INFORMATION GIVEN Block Start

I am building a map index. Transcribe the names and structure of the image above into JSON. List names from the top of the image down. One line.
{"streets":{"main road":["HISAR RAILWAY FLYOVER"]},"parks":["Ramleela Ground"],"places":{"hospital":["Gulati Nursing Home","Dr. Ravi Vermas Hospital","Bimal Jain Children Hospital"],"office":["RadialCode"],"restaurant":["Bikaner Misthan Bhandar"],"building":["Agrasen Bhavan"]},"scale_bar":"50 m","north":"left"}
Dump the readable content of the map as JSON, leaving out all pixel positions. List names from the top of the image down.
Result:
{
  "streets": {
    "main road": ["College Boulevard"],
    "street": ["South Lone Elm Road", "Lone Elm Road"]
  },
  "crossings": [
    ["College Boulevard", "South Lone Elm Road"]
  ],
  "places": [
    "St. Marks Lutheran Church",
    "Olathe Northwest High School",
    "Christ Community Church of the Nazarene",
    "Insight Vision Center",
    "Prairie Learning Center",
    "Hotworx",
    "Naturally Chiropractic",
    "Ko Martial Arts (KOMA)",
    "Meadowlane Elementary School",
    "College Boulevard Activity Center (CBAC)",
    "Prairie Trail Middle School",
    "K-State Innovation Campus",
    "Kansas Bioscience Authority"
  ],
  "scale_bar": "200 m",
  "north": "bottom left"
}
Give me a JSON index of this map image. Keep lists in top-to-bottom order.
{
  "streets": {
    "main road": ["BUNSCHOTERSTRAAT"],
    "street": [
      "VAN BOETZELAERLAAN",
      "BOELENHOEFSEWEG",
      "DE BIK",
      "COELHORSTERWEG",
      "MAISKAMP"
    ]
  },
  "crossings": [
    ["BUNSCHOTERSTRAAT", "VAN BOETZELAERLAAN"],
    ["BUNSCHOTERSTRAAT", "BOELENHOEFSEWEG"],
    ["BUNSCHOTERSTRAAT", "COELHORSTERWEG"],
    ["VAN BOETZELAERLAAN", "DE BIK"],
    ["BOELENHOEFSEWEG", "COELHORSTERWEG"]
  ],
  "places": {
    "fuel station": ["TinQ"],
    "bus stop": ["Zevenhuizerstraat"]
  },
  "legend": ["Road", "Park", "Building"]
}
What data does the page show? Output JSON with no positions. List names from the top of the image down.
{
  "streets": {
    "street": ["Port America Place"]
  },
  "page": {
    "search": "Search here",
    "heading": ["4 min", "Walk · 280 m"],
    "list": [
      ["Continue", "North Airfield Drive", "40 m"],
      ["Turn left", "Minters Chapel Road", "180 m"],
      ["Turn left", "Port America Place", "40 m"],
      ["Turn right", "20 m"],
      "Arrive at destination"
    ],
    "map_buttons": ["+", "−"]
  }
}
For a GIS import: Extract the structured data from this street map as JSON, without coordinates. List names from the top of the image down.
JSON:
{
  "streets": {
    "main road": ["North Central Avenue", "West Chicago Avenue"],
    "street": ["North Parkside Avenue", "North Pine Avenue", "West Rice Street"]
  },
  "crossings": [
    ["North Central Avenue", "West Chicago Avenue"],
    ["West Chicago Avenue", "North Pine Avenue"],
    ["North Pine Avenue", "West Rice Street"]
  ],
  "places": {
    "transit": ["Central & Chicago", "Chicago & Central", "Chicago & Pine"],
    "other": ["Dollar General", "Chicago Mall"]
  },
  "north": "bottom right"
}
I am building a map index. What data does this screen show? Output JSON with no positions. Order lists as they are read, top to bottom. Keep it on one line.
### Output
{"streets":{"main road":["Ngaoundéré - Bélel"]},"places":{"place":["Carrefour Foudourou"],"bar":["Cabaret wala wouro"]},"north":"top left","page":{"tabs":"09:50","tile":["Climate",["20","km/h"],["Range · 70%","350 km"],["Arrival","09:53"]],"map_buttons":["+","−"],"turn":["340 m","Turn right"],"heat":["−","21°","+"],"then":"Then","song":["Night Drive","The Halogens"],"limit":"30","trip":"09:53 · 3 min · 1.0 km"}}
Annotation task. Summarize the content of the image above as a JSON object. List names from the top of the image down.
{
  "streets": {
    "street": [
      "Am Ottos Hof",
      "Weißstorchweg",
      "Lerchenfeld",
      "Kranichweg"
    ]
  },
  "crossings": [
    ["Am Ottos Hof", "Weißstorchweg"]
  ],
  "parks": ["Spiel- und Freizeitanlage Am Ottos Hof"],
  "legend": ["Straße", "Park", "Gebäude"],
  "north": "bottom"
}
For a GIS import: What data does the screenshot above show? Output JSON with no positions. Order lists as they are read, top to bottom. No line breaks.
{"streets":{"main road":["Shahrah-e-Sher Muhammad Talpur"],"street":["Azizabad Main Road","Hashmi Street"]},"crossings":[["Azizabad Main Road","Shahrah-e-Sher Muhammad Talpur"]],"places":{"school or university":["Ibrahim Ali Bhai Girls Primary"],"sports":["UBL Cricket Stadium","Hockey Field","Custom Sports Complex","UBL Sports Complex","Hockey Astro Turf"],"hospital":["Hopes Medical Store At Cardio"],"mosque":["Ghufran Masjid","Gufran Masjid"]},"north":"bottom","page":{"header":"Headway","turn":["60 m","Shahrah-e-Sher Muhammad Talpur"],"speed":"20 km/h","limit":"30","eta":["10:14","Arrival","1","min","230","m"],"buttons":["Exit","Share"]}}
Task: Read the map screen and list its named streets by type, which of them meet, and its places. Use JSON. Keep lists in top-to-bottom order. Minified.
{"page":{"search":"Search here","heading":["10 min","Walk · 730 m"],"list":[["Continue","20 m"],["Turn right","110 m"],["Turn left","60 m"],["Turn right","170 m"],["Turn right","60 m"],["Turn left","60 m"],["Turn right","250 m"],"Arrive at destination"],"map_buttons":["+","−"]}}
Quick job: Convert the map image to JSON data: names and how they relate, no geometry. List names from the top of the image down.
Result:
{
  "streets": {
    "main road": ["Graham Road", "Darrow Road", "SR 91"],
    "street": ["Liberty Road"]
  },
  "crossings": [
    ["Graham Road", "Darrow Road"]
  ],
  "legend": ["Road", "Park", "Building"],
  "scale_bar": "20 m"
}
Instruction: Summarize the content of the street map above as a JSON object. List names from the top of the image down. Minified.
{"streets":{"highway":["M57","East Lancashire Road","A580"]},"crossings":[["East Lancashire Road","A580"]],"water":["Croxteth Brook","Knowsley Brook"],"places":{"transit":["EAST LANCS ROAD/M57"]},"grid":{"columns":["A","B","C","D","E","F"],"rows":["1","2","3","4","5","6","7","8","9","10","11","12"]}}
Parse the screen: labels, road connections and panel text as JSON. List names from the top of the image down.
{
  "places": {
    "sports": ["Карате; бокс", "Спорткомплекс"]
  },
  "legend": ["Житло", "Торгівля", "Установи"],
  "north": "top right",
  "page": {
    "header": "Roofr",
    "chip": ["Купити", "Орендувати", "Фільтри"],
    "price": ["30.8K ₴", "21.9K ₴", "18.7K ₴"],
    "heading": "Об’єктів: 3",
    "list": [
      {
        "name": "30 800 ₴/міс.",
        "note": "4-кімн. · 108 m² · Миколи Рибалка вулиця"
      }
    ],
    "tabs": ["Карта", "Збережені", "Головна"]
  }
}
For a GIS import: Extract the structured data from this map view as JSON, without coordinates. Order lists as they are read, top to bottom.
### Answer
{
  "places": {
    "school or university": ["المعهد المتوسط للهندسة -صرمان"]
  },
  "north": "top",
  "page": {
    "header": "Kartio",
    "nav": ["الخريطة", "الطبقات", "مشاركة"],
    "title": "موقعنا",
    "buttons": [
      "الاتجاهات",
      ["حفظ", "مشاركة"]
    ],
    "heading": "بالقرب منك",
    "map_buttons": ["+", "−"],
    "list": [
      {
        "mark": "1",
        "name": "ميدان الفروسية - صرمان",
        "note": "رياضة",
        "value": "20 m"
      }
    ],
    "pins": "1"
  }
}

INFORMATION GIVEN Block End

#### WORK INSTRUCTIONS:
The whole listing above must be copied exactly.

#### EXERCISE OUTPUT:
I am building a map index. Transcribe the names and structure of the image above into JSON. List names from the top of the image down. One line.
{"streets":{"main road":["HISAR RAILWAY FLYOVER"]},"parks":["Ramleela Ground"],"places":{"hospital":["Gulati Nursing Home","Dr. Ravi Vermas Hospital","Bimal Jain Children Hospital"],"office":["RadialCode"],"restaurant":["Bikaner Misthan Bhandar"],"building":["Agrasen Bhavan"]},"scale_bar":"50 m","north":"left"}
Dump the readable content of the map as JSON, leaving out all pixel positions. List names from the top of the image down.
Result:
{
  "streets": {
    "main road": ["College Boulevard"],
    "street": ["South Lone Elm Road", "Lone Elm Road"]
  },
  "crossings": [
    ["College Boulevard", "South Lone Elm Road"]
  ],
  "places": [
    "St. Marks Lutheran Church",
    "Olathe Northwest High School",
    "Christ Community Church of the Nazarene",
    "Insight Vision Center",
    "Prairie Learning Center",
    "Hotworx",
    "Naturally Chiropractic",
    "Ko Martial Arts (KOMA)",
    "Meadowlane Elementary School",
    "College Boulevard Activity Center (CBAC)",
    "Prairie Trail Middle School",
    "K-State Innovation Campus",
    "Kansas Bioscience Authority"
  ],
  "scale_bar": "200 m",
  "north": "bottom left"
}
Give me a JSON index of this map image. Keep lists in top-to-bottom order.
{
  "streets": {
    "main road": ["BUNSCHOTERSTRAAT"],
    "street": [
      "VAN BOETZELAERLAAN",
      "BOELENHOEFSEWEG",
      "DE BIK",
      "COELHORSTERWEG",
      "MAISKAMP"
    ]
  },
  "crossings": [
    ["BUNSCHOTERSTRAAT", "VAN BOETZELAERLAAN"],
    ["BUNSCHOTERSTRAAT", "BOELENHOEFSEWEG"],
    ["BUNSCHOTERSTRAAT", "COELHORSTERWEG"],
    ["VAN BOETZELAERLAAN", "DE BIK"],
    ["BOELENHOEFSEWEG", "COELHORSTERWEG"]
  ],
  "places": {
    "fuel station": ["TinQ"],
    "bus stop": ["Zevenhuizerstraat"]
  },
  "legend": ["Road", "Park", "Building"]
}
What data does the page show? Output JSON with no positions. List names from the top of the image down.
{
  "streets": {
    "street": ["Port America Place"]
  },
  "page": {
    "search": "Search here",
    "heading": ["4 min", "Walk · 280 m"],
    "list": [
      ["Continue", "North Airfield Drive", "40 m"],
      ["Turn left", "Minters Chapel Road", "180 m"],
      ["Turn left", "Port America Place", "40 m"],
      ["Turn right", "20 m"],
      "Arrive at destination"
    ],
    "map_buttons": ["+", "−"]
  }
}
For a GIS import: Extract the structured data from this street map as JSON, without coordinates. List names from the top of the image down.
JSON:
{
  "streets": {
    "main road": ["North Central Avenue", "West Chicago Avenue"],
    "street": ["North Parkside Avenue", "North Pine Avenue", "West Rice Street"]
  },
  "crossings": [
    ["North Central Avenue", "West Chicago Avenue"],
    ["West Chicago Avenue", "North Pine Avenue"],
    ["North Pine Avenue", "West Rice Street"]
  ],
  "places": {
    "transit": ["Central & Chicago", "Chicago & Central", "Chicago & Pine"],
    "other": ["Dollar General", "Chicago Mall"]
  },
  "north": "bottom right"
}
I am building a map index. What data does this screen show? Output JSON with no positions. Order lists as they are read, top to bottom. Keep it on one line.
### Output
{"streets":{"main road":["Ngaoundéré - Bélel"]},"places":{"place":["Carrefour Foudourou"],"bar":["Cabaret wala wouro"]},"north":"top left","page":{"tabs":"09:50","tile":["Climate",["20","km/h"],["Range · 70%","350 km"],["Arrival","09:53"]],"map_buttons":["+","−"],"turn":["340 m","Turn right"],"heat":["−","21°","+"],"then":"Then","song":["Night Drive","The Halogens"],"limit":"30","trip":"09:53 · 3 min · 1.0 km"}}
Annotation task. Summarize the content of the image above as a JSON object. List names from the top of the image down.
{
  "streets": {
    "street": [
      "Am Ottos Hof",
      "Weißstorchweg",
      "Lerchenfeld",
      "Kranichweg"
    ]
  },
  "crossings": [
    ["Am Ottos Hof", "Weißstorchweg"]
  ],
  "parks": ["Spiel- und Freizeitanlage Am Ottos Hof"],
  "legend": ["Straße", "Park", "Gebäude"],
  "north": "bottom"
}
For a GIS import: What data does the screenshot above show? Output JSON with no positions. Order lists as they are read, top to bottom. No line breaks.
{"streets":{"main road":["Shahrah-e-Sher Muhammad Talpur"],"street":["Azizabad Main Road","Hashmi Street"]},"crossings":[["Azizabad Main Road","Shahrah-e-Sher Muhammad Talpur"]],"places":{"school or university":["Ibrahim Ali Bhai Girls Primary"],"sports":["UBL Cricket Stadium","Hockey Field","Custom Sports Complex","UBL Sports Complex","Hockey Astro Turf"],"hospital":["Hopes Medical Store At Cardio"],"mosque":["Ghufran Masjid","Gufran Masjid"]},"north":"bottom","page":{"header":"Headway","turn":["60 m","Shahrah-e-Sher Muhammad Talpur"],"speed":"20 km/h","limit":"30","eta":["10:14","Arrival","1","min","230","m"],"buttons":["Exit","Share"]}}
Task: Read the map screen and list its named streets by type, which of them meet, and its places. Use JSON. Keep lists in top-to-bottom order. Minified.
{"page":{"search":"Search here","heading":["10 min","Walk · 730 m"],"list":[["Continue","20 m"],["Turn right","110 m"],["Turn left","60 m"],["Turn right","170 m"],["Turn right","60 m"],["Turn left","60 m"],["Turn right","250 m"],"Arrive at destination"],"map_buttons":["+","−"]}}
Quick job: Convert the map image to JSON data: names and how they relate, no geometry. List names from the top of the image down.
Result:
{
  "streets": {
    "main road": ["Graham Road", "Darrow Road", "SR 91"],
    "street": ["Liberty Road"]
  },
  "crossings": [
    ["Graham Road", "Darrow Road"]
  ],
  "legend": ["Road", "Park", "Building"],
  "scale_bar": "20 m"
}
Instruction: Summarize the content of the street map above as a JSON object. List names from the top of the image down. Minified.
{"streets":{"highway":["M57","East Lancashire Road","A580"]},"crossings":[["East Lancashire Road","A580"]],"water":["Croxteth Brook","Knowsley Brook"],"places":{"transit":["EAST LANCS ROAD/M57"]},"grid":{"columns":["A","B","C","D","E","F"],"rows":["1","2","3","4","5","6","7","8","9","10","11","12"]}}
Parse the screen: labels, road connections and panel text as JSON. List names from the top of the image down.
{
  "places": {
    "sports": ["Карате; бокс", "Спорткомплекс"]
  },
  "legend": ["Житло", "Торгівля", "Установи"],
  "north": "top right",
  "page": {
    "header": "Roofr",
    "chip": ["Купити", "Орендувати", "Фільтри"],
    "price": ["30.8K ₴", "21.9K ₴", "18.7K ₴"],
    "heading": "Об’єктів: 3",
    "list": [
      {
        "name": "30 800 ₴/міс.",
        "note": "4-кімн. · 108 m² · Миколи Рибалка вулиця"
      }
    ],
    "tabs": ["Карта", "Збережені", "Головна"]
  }
}
For a GIS import: Extract the structured data from this map view as JSON, without coordinates. Order lists as they are read, top to bottom.
### Answer
{
  "places": {
    "school or university": ["المعهد المتوسط للهندسة -صرمان"]
  },
  "north": "top",
  "page": {
    "header": "Kartio",
    "nav": ["الخريطة", "الطبقات", "مشاركة"],
    "title": "موقعنا",
    "buttons": [
      "الاتجاهات",
      ["حفظ", "مشاركة"]
    ],
    "heading": "بالقرب منك",
    "map_buttons": ["+", "−"],
    "list": [
      {
        "mark": "1",
        "name": "ميدان الفروسية - صرمان",
        "note": "رياضة",
        "value": "20 m"
      }
    ],
    "pins": "1"
  }
}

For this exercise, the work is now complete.